Quando a vida, de modo geral, se torna quase insuportável, tamanhas são as dificuldades para uns, e para outros não, que as drogas invadem o quotidiano como mecanismo de fuga. Drogas alienam, entorpecem, fazem esquecer as dificuldades da vida. Sexo pode ser considerado como droga, porque provoca prazer através de endorfinas jogadas no nosso cérebro e que nos geram prazer. Sexo faz-nos sentir prazer até o delírio. Por uma mulher – ou homem - que satisfaça sobremodo, somos capazes de abandonar a família, trair todos os nossos conceitos. Dizemos eufemisticamente que estamos “apaixonados”. Na verdade, em fuga do que já não suportamos, ou em busca de endorfinas.

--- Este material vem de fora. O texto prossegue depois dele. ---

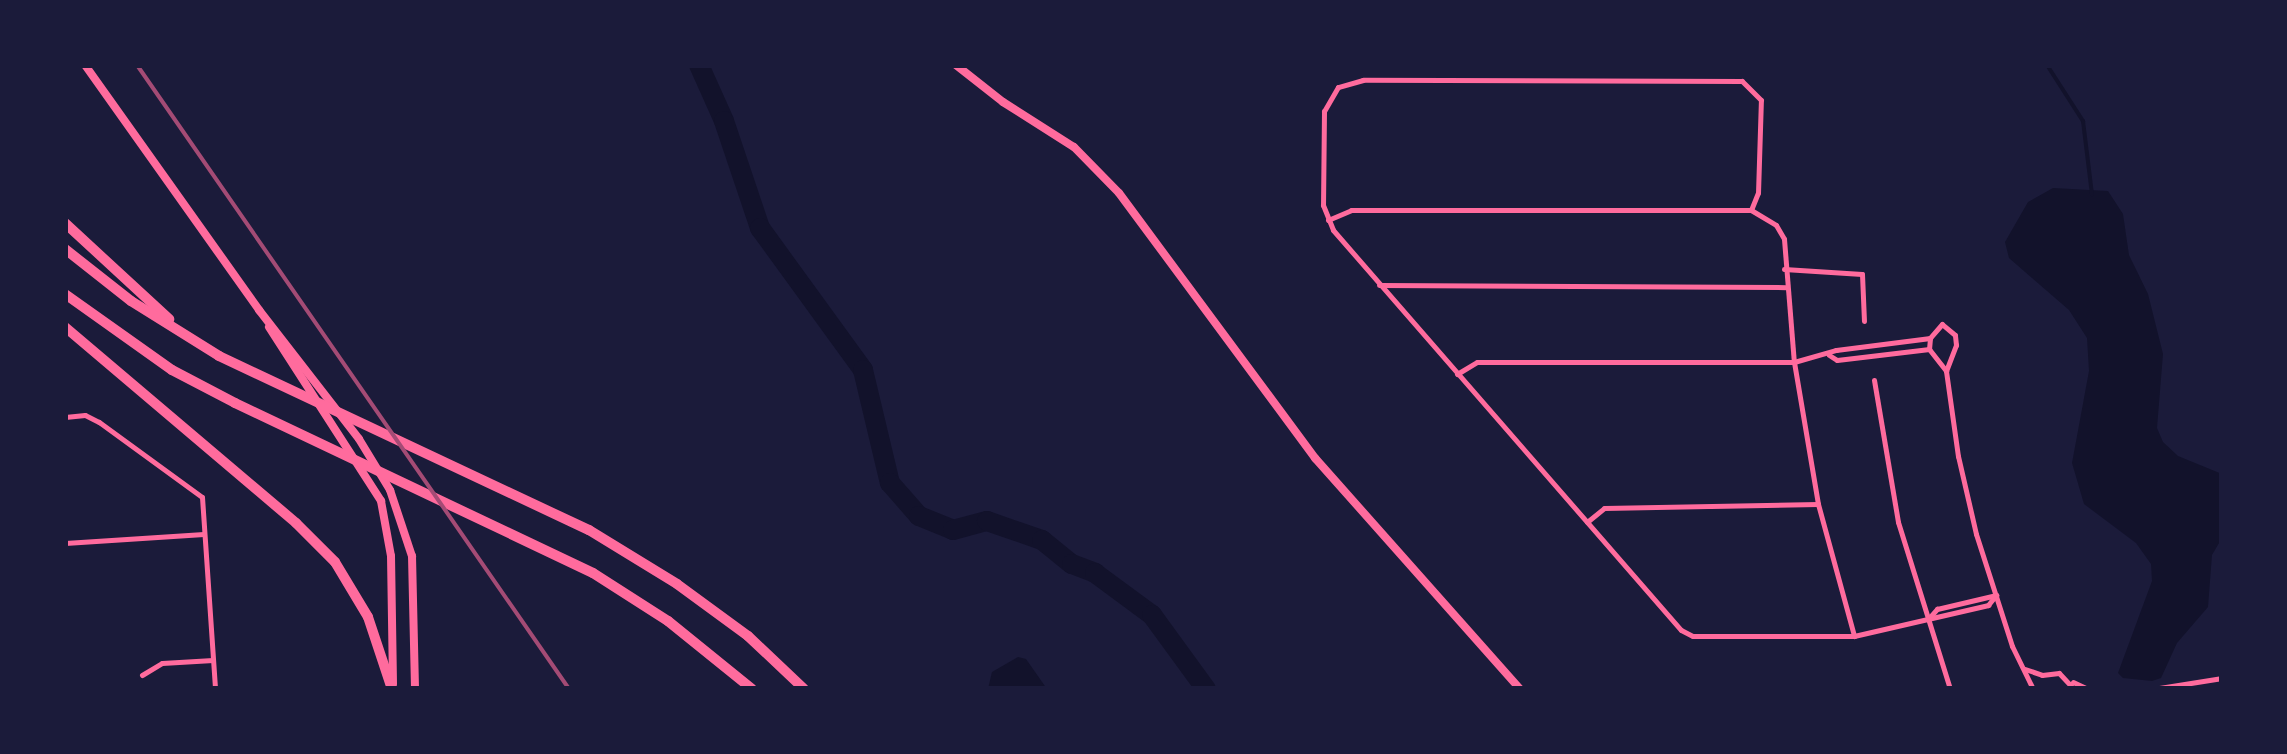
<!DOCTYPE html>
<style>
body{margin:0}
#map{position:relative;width:2287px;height:754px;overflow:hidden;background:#1b1b3a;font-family:"PT Sans Narrow",sans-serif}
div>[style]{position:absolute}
.water>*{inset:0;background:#12122b}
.stream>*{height:4px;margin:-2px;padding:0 2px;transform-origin:2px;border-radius:2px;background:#12122b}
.river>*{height:20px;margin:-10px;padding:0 10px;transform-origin:10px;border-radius:10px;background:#12122b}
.minor>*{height:5px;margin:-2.5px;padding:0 2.5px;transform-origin:2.5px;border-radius:2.5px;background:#ff6b9d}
.secondary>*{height:8px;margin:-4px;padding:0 4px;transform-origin:4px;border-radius:4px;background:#ff6b9d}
.motorway>*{height:10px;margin:-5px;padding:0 5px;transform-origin:5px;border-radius:5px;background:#ff6b9d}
.rail>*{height:4px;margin:-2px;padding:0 2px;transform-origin:2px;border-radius:2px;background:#a44b75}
span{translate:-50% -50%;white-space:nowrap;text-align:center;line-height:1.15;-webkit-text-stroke:9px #1b1b3a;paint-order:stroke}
.frame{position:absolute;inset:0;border:68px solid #1b1b3a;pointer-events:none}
</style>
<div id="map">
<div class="water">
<i style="clip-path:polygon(2053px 188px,2108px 191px,2123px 214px,2129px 255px,2148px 294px,2163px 354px,2157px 428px,2163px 442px,2178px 456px,2222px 474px,2222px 538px,2212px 555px,2208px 607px,2177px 643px,2161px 678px,2152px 681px,2123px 678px,2118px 673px,2152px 581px,2151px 564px,2136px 543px,2084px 504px,2072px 463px,2089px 371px,2087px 338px,2069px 310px,2009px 258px,2005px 242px,2028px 202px)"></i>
<i style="clip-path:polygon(1018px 657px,1026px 659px,1047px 689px,988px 689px,992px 672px)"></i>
</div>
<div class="stream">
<i style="left:2047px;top:65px;width:67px;rotate:57.3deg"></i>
<i style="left:2083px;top:121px;width:74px;rotate:83deg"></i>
</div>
<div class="river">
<i style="left:699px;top:65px;width:61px;rotate:65.9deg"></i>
<i style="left:724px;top:121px;width:113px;rotate:71.4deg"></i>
<i style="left:760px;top:228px;width:175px;rotate:54deg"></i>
<i style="left:863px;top:370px;width:116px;rotate:76.6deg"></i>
<i style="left:890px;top:483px;width:44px;rotate:48.7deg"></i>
<i style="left:919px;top:516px;width:37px;rotate:22deg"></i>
<i style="left:953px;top:530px;width:35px;rotate:-15deg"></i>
<i style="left:987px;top:521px;width:58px;rotate:19.1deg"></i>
<i style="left:1042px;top:540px;width:38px;rotate:39deg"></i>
<i style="left:1072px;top:564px;width:25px;rotate:21deg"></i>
<i style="left:1095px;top:573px;width:71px;rotate:36.4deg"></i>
<i style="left:1152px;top:615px;width:92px;rotate:53.9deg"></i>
</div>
<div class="minor">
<i style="left:1751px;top:210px;width:18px;rotate:-68deg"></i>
<i style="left:1758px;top:193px;width:93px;rotate:-88.2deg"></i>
<i style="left:1761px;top:100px;width:27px;rotate:-135deg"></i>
<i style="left:1742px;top:81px;width:379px;rotate:-179.8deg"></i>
<i style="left:1363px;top:80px;width:26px;rotate:164deg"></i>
<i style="left:1338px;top:87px;width:28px;rotate:120deg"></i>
<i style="left:1324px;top:111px;width:94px;rotate:90.6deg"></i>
<i style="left:1323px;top:205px;width:27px;rotate:68deg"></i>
<i style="left:1333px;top:230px;width:530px;rotate:48.98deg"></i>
<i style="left:1681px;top:630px;width:13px;rotate:27deg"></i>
<i style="left:1693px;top:636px;width:161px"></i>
<i style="left:1854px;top:636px;width:138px;rotate:-13deg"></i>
<i style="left:1988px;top:605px;width:13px;rotate:-51deg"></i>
<i style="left:1328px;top:220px;width:25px;rotate:-23deg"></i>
<i style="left:1351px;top:210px;width:400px"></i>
<i style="left:1751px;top:210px;width:29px;rotate:31deg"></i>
<i style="left:1776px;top:225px;width:16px;rotate:60deg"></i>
<i style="left:1784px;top:239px;width:123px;rotate:85.4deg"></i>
<i style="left:1794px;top:362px;width:144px;rotate:80.4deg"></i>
<i style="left:1818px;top:504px;width:137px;rotate:74.7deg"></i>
<i style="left:1784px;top:269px;width:78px;rotate:3.7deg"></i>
<i style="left:1862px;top:274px;width:47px;rotate:87.6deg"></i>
<i style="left:1379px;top:285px;width:407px;rotate:0.3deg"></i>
<i style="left:1829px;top:355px;width:9px;rotate:32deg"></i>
<i style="left:1837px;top:360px;width:93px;rotate:-6.8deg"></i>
<i style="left:1946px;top:371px;width:28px;rotate:-69deg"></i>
<i style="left:1956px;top:345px;width:10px;rotate:-96deg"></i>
<i style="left:1955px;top:335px;width:17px;rotate:-140deg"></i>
<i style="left:1942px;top:324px;width:18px;rotate:131deg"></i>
<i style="left:1930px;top:338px;width:11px;rotate:95deg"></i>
<i style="left:1929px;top:349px;width:28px;rotate:52deg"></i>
<i style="left:1946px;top:371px;width:86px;rotate:82deg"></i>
<i style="left:1958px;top:456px;width:80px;rotate:77deg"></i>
<i style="left:1976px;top:534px;width:118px;rotate:72.2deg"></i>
<i style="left:2012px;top:646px;width:48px;rotate:64deg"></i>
<i style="left:1457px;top:374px;width:23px;rotate:-31deg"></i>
<i style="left:1477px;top:362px;width:317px"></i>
<i style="left:1794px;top:362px;width:44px;rotate:-15.9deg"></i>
<i style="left:1836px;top:350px;width:95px;rotate:-7.3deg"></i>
<i style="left:1874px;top:380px;width:144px;rotate:80.4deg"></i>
<i style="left:1898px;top:522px;width:175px;rotate:72.7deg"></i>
<i style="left:65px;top:417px;width:20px;rotate:-6deg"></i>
<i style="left:85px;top:415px;width:16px;rotate:27deg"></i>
<i style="left:99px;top:422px;width:127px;rotate:36.1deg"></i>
<i style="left:202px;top:497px;width:192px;rotate:86.1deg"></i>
<i style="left:1587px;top:522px;width:22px;rotate:-39deg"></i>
<i style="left:1604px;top:508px;width:214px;rotate:-1.1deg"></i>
<i style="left:65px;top:543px;width:139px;rotate:-3.7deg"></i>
<i style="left:1930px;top:617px;width:11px;rotate:-49deg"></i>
<i style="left:1937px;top:609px;width:61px;rotate:-13.3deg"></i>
<i style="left:2025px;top:669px;width:18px;rotate:19deg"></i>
<i style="left:2042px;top:675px;width:17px;rotate:-7deg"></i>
<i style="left:2059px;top:673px;width:22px;rotate:47deg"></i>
<i style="left:142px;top:675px;width:23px;rotate:-31deg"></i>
<i style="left:162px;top:663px;width:51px;rotate:-3.4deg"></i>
<i style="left:2073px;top:682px;width:17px;rotate:25deg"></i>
<i style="left:2153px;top:689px;width:70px;rotate:-9.1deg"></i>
</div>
<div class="secondary">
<i style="left:85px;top:65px;width:301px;rotate:54.6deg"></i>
<i style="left:259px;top:310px;width:163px;rotate:52.2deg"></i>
<i style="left:359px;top:439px;width:60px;rotate:58.7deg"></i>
<i style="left:390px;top:490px;width:70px;rotate:71.6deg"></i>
<i style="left:412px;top:556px;width:133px;rotate:88.7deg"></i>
<i style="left:956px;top:65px;width:60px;rotate:38.2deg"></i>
<i style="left:1003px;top:102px;width:84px;rotate:32.4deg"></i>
<i style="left:1074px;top:147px;width:64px;rotate:45.6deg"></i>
<i style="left:1119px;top:193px;width:330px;rotate:53.5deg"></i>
<i style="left:1315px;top:458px;width:309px;rotate:48.4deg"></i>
<i style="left:269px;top:327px;width:207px;rotate:57.2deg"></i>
<i style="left:381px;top:501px;width:56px;rotate:79.7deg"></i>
<i style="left:391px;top:556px;width:128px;rotate:89.1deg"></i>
</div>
<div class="motorway">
<i style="left:65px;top:223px;width:142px;rotate:42.7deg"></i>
<i style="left:65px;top:249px;width:84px;rotate:38.2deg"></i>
<i style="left:131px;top:301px;width:104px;rotate:32deg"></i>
<i style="left:219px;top:356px;width:409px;rotate:25.2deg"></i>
<i style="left:589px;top:530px;width:103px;rotate:31.5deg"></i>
<i style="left:677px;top:584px;width:88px;rotate:36.2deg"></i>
<i style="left:748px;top:636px;width:77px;rotate:43.4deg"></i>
<i style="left:65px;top:294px;width:131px;rotate:35.4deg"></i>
<i style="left:172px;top:370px;width:71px;rotate:27.6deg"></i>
<i style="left:235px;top:403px;width:396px;rotate:25.4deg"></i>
<i style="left:593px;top:573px;width:89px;rotate:32.6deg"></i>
<i style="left:668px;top:621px;width:108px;rotate:39deg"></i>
<i style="left:65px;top:327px;width:303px;rotate:40.3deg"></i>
<i style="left:296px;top:523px;width:55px;rotate:45deg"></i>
<i style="left:335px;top:562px;width:64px;rotate:59deg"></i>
<i style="left:368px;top:617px;width:76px;rotate:71.6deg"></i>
</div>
<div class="rail">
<i style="left:137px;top:65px;width:759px;rotate:55.3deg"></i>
</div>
<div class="frame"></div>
</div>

Mas não nos recriminemos. Jamais. Arquemos com as conseqüências e vivamos. Não deixemos que a vida nos construa, mas construamos a vida como desejamos. Não pode ser a vida que caminhe sobre nós, empurrando-nos como barco em tempestade, mas sejamos nós que caminhemos sobre o caminho da vida que construímos dia a dia. Sem reclamar, sem nos vingarmos nos outros, mesmo que os outros sejamos “nós”!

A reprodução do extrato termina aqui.